Supplied data =
|---|

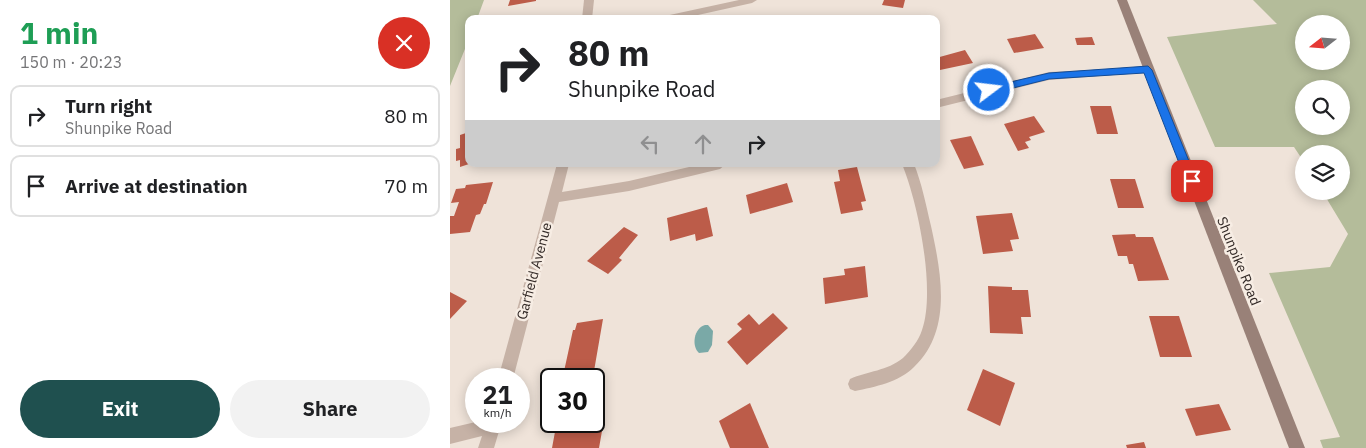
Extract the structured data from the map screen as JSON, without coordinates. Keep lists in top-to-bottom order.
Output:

|---|

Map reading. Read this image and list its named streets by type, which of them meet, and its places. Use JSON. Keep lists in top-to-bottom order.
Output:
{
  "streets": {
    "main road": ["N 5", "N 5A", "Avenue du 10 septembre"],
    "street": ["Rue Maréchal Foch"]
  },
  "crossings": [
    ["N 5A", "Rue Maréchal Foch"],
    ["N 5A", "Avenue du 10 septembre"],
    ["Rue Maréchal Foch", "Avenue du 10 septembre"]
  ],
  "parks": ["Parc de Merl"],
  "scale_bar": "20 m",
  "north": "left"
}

|---|

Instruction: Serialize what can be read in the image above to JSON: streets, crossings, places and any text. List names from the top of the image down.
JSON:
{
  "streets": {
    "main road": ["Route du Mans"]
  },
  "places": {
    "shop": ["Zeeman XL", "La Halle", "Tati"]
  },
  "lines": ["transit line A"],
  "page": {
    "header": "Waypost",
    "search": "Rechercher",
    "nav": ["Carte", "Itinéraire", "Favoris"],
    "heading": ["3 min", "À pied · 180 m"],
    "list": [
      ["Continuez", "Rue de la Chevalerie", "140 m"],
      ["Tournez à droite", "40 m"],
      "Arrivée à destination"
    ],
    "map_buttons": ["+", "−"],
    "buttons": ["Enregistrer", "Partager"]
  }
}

|---|

Assigned task =
Lines in the data that hold "lists" must be located and copied.

Solution for this problem =
Extract the structured data from the map screen as JSON, without coordinates. Keep lists in top-to-bottom order.
Map reading. Read this image and list its named streets by type, which of them meet, and its places. Use JSON. Keep lists in top-to-bottom order.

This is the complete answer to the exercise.